Sirio avrebbe saputo consigliarla.

Il venticinque le passò accanto ed Erika fece una corsetta fino alla fermata; in dieci minuti l’avrebbe scaricata in stazione.

Sirio tutto sembrava fuorché un professore, con quel naso da pugile e l’espressione da farabutto. Avevano avuto una relazione, all’incirca quattro mesi addietro. Breve. Perché quando era tornata dalle vacanze invernali già stava con un’altra. Ma gli stavano dietro un po’ tutte, quindi un po’ se l’aspettava. Niente telefonate, niente messaggi, se si escludeva un laconico “buon Natale!”

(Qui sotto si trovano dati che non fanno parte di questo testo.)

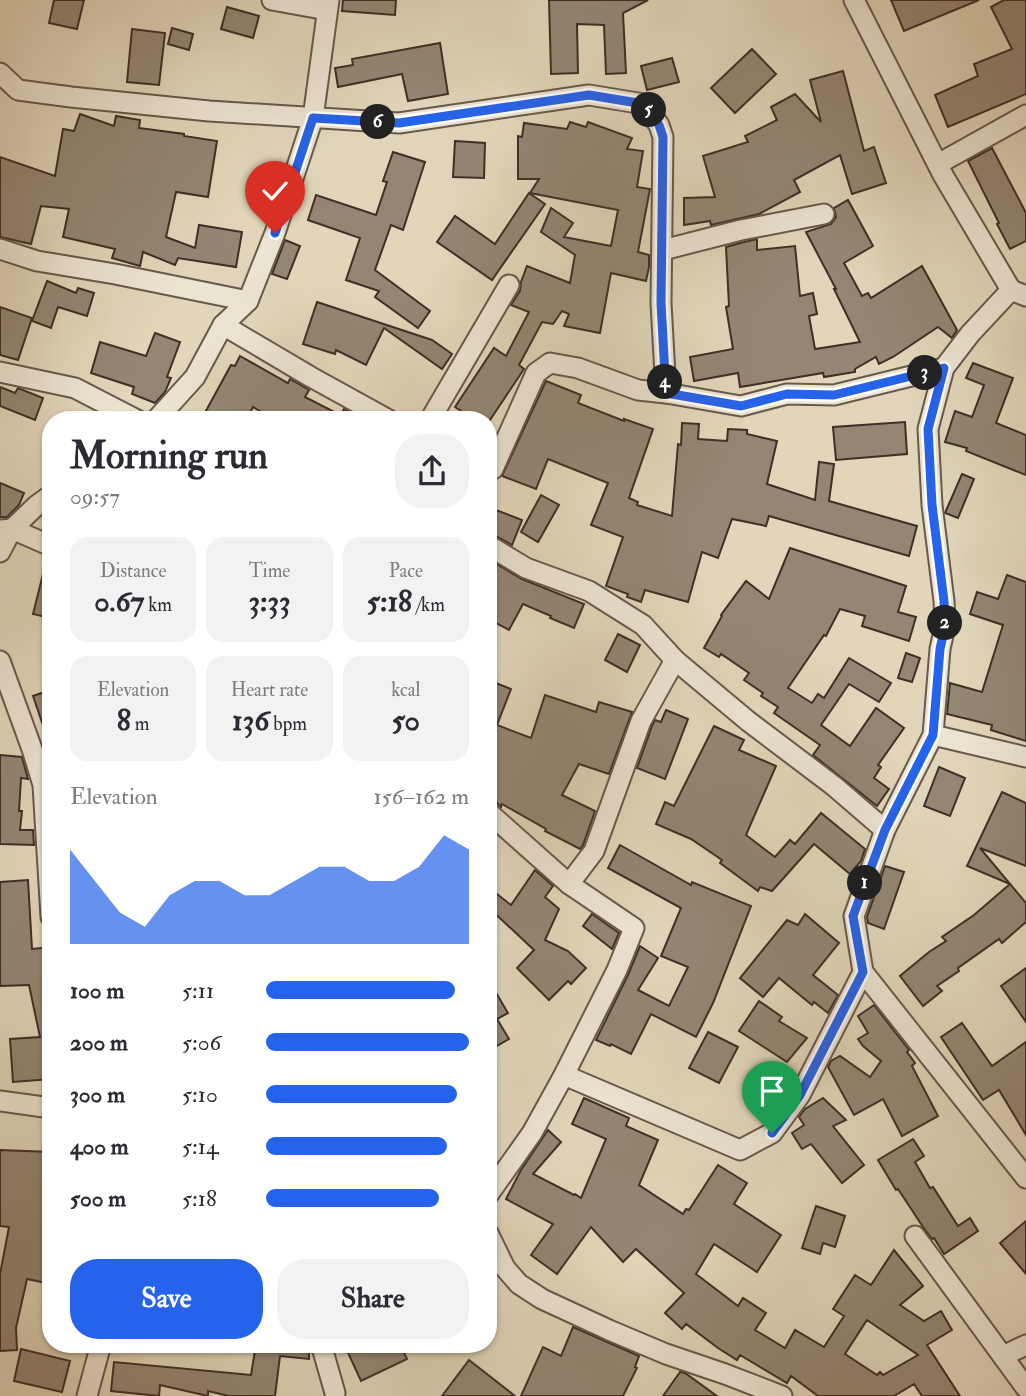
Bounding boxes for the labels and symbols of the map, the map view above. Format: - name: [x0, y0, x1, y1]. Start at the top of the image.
- pin: 5: [632, 92, 666, 128]
- pin: 6: [360, 104, 396, 140]
- pin: [245, 161, 305, 233]
- pin: 3: [908, 356, 942, 390]
- pin: 4: [648, 364, 682, 400]
- pin: 2: [928, 606, 962, 640]
- pin: 1: [848, 866, 882, 900]
- pin: [742, 1061, 802, 1133]

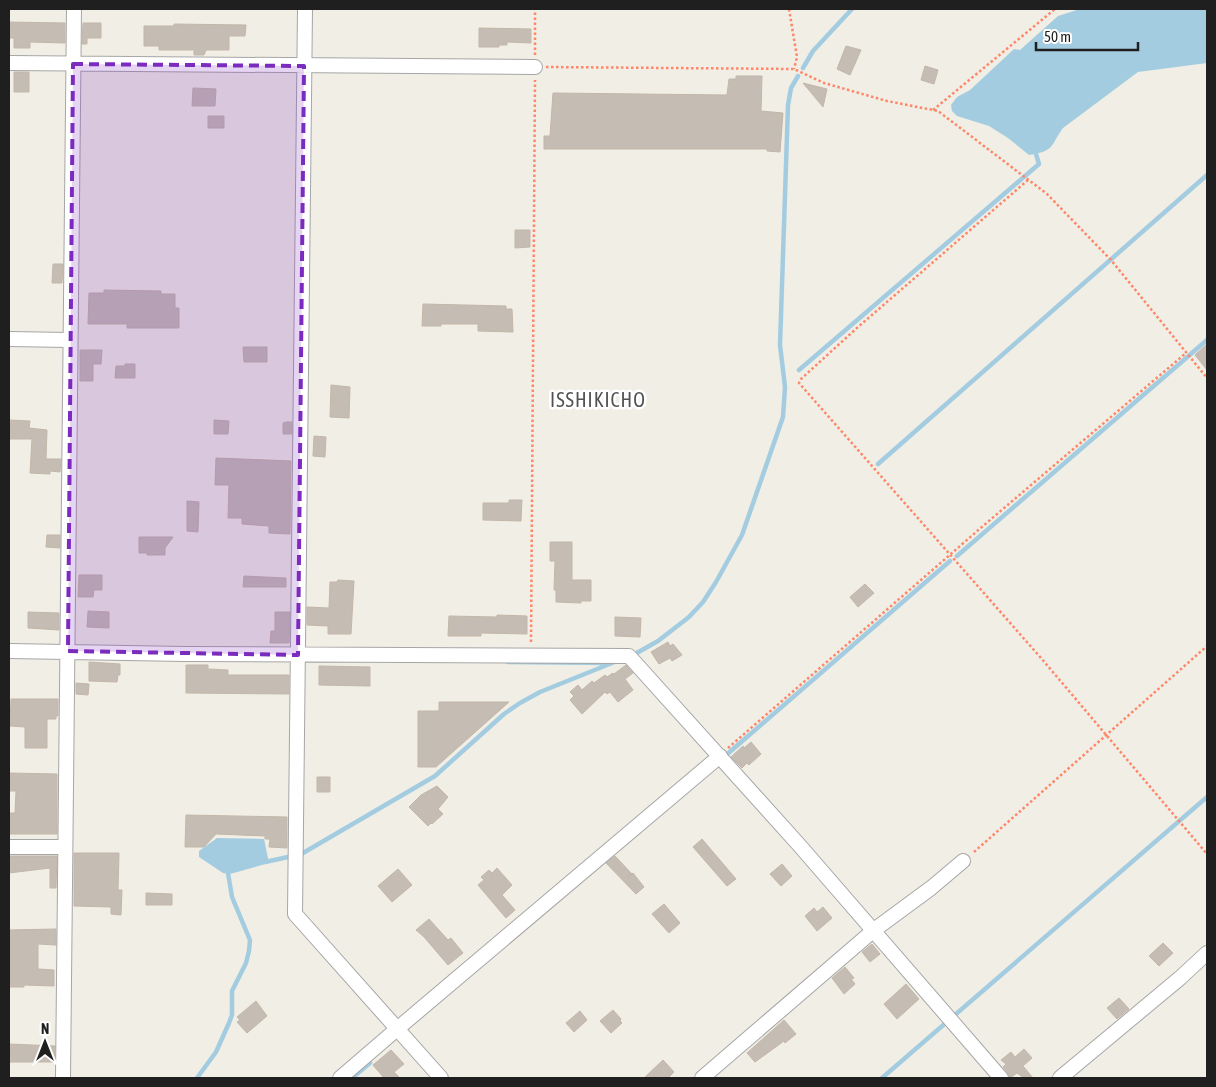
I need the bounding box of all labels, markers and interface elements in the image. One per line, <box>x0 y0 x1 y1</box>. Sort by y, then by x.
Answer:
scale bar <box>1036 20 1138 52</box>
text: 50 m <box>1044 28 1071 45</box>
district label: ISSHIKICHO <box>550 388 646 411</box>
north arrow <box>20 1017 70 1067</box>
text: N <box>41 1021 49 1037</box>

Comunque nessuna scenata o broncio. Ne avevano parlato civilmente, seduti al tavolino della mensa, durante la pausa pranzo, e avevano convenuto che sarebbero rimasti buoni amici.

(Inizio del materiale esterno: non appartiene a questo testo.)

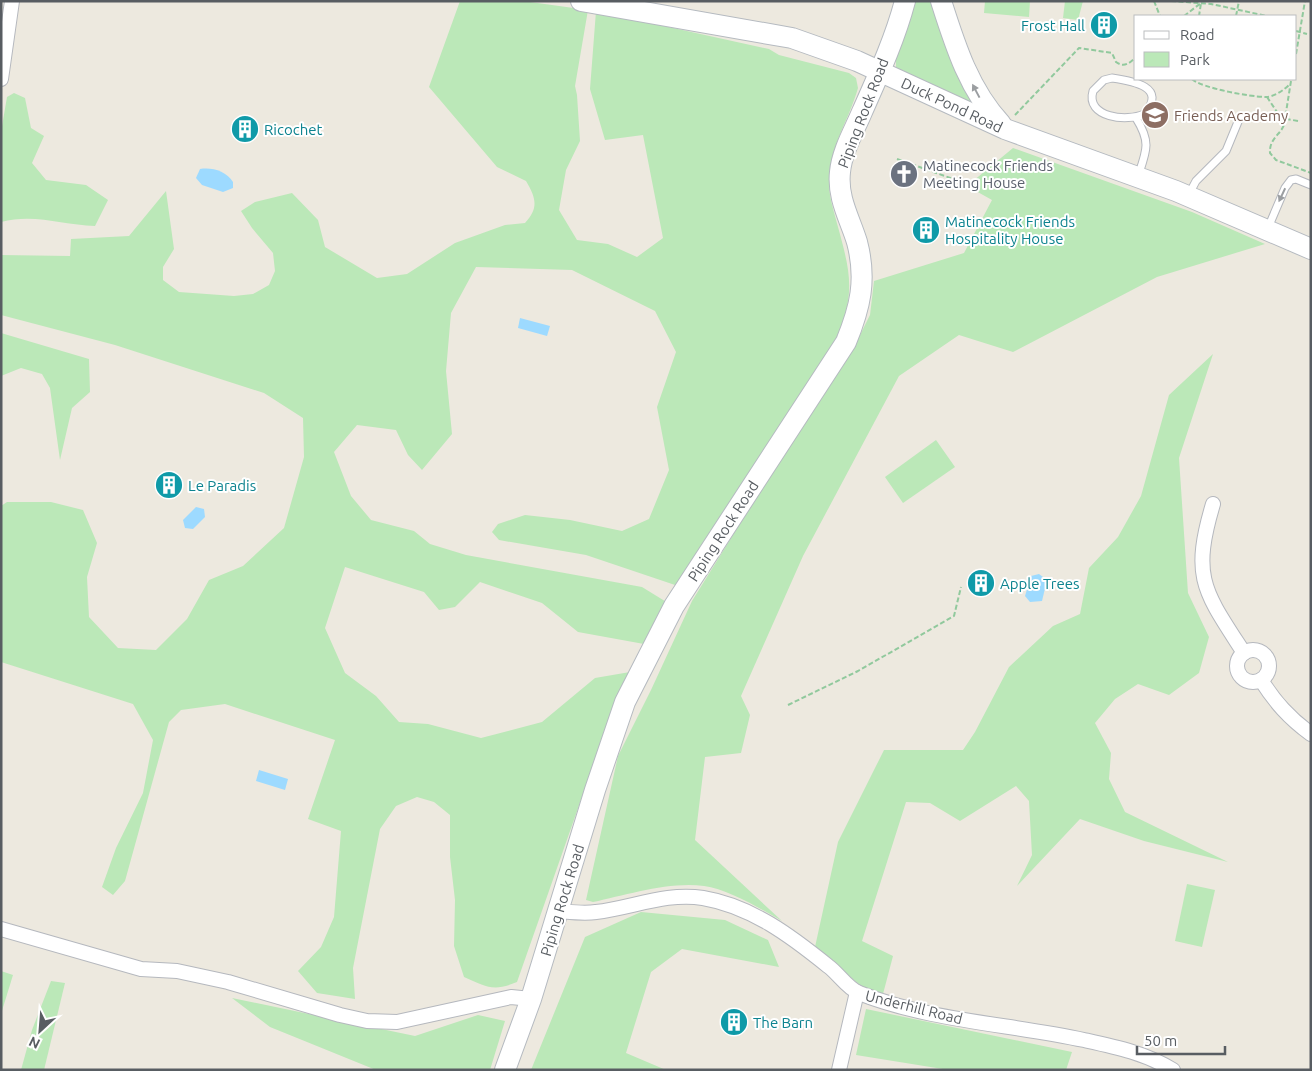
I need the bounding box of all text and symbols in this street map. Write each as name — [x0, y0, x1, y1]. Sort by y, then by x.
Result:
building icon: Frost Hall — [1089, 10, 1119, 40]
legend — [1134, 15, 1297, 80]
place label: Frost Hall — [1021, 17, 1085, 34]
text: Road — [1180, 26, 1215, 43]
text: Park — [1180, 51, 1210, 68]
street label: Piping Rock Road — [834, 56, 892, 170]
street label: Duck Pond Road — [899, 74, 1005, 136]
one-way arrow — [972, 84, 980, 98]
school or university icon: Friends Academy — [1140, 100, 1170, 130]
place label: Friends Academy — [1174, 107, 1288, 124]
building icon: Ricochet — [230, 114, 260, 144]
place label: Ricochet — [264, 121, 323, 138]
place label: Matinecock Friends Meeting House — [923, 157, 1053, 191]
church icon: Matinecock Friends Meeting House — [889, 159, 919, 189]
one-way arrow — [1278, 188, 1286, 202]
place label: Matinecock Friends Hospitality House — [945, 213, 1075, 247]
building icon: Matinecock Friends Hospitality House — [911, 215, 941, 245]
building icon: Le Paradis — [154, 470, 184, 500]
place label: Le Paradis — [188, 477, 256, 494]
street label: Piping Rock Road — [684, 478, 762, 584]
building icon: Apple Trees — [966, 568, 996, 598]
place label: Apple Trees — [1000, 575, 1080, 592]
street label: Piping Rock Road — [537, 842, 587, 958]
street label: Underhill Road — [864, 987, 964, 1027]
north arrow — [15, 1006, 65, 1056]
building icon: The Barn — [719, 1007, 749, 1037]
place label: The Barn — [753, 1014, 813, 1031]
scale bar — [1137, 1024, 1224, 1056]
text: 50 m — [1144, 1032, 1177, 1049]
text: N — [26, 1033, 43, 1052]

Scese dal venticinque e si affrettò verso l’ingresso della stazione ferroviaria.

Da Bologna a Forlì, un’oretta. Per le nove sarebbe stata in facoltà.

Aveva trovato posto accanto al finestrino.

Il Regionale sferragliava, mentre fuori scorrevano campi e casolari, gli alberi in fioritura.

Erika era al primo anno, stava preparando un esame di psicologia e ne aveva già superati un paio con una buona media. Sirio non era un suo docente, l’aveva conosciuto e cominciato a frequentare semplicemente perché esisteva e non potevi non notarlo e non potevi non rimanere ad ascoltare se ti parlava.

Tutt’altra cosa di Moreno, uno grezzo, con la testa rasata e l’orecchino, che le si era messo dietro in discoteca. Dopo uno spinello e qualche bicchiere di birra se l’era ritrovato nel letto. Faceva l’elettricista, veniva da un paese sperduto della Calabria e passava due ore ogni sera in palestra a sollevare pesi. Aveva la fissazione di diventare ricco!

Tra loro andava avanti senza infamia né lode da circa un mese. Qualche cena a base di pizza, qualche drink pomeridiano e qualche serata in discoteca; nel letto, un po’ frettoloso, ma accettabile.

Però!

Se non ci fossero i però la vita sarebbe come il panorama che scorreva fuori dal finestrino del treno, senza suoni. Case, alberi, persone, animali anonimi e fugaci. Insomma, tremendamente monotona.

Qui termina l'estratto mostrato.